Sarah has secretly been infatuated with Charlie, but never really thought that anything would come of it. Despite the fact that he’s suddenly proposing, she hedges, and agrees only to give him a final answer after two week of more formal courtship (which starts with rides and picnics and quickly devolves, since this is a Laurens novel, into physical encounters during the nights).
Overall, this was a nice story, it helps that A Secret Love is probably my all time favorite Laurens, and this has not only visits from Alathea and Gabriel, but also undertones of that relationship, which was also one of those we-grew-up-together but never necessarily thought of each other in that way stories. I thought the emotional ties between the two were well done, and it was actually one of the better Cynster-esque sequels (overall, the main six Cynster novels are all pretty good, but I’ve found most of the sequals to be slightly lacking… this is definitely on the higher end).
As I said before, the main problem I have is that even though our main protagonists don’t “figure out” who the bad guy is until near the end, it’s startlingly obvious to the reader (if you’ve read other Laurens novels, this is a villain who’s appeared before, and even if you haven’t, it’s pretty transparent). More than that, the main villain actually upstages the hero/heroine in the final scenes — we hear more about his actions/plans/feelings and the final clamactic sequence is driven/directed by him. All of this is a little… awkward (in that it feels like the spotlight is shifting without warning) and weird (taking us out of the romance). Though it makes sense given that the villain is now getting his own full-lenth novel (coming up in July of 2014), it didn’t make sense in terms of our main romance here, and it’s the main reason this particular book isn’t getting a higher rating from me.

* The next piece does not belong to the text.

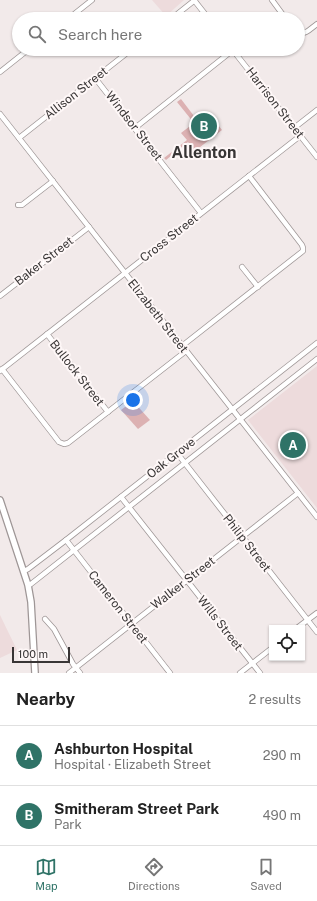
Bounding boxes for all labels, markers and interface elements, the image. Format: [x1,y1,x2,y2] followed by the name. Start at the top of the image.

Comparisons to Other Authors:
Laurens is all about combining mystery with lots of sensual sex — the sex and plot don’t overwhelm the characterizations (as they sometimes do in Virginia Henley books), and it’s almost always emotional and sexual at the same time (more like LIsa Kleypas), but the ratio of sex to character development is pretty high… and the side plots that usually involve murder, theft, etc, remind me of Amanda Quick books.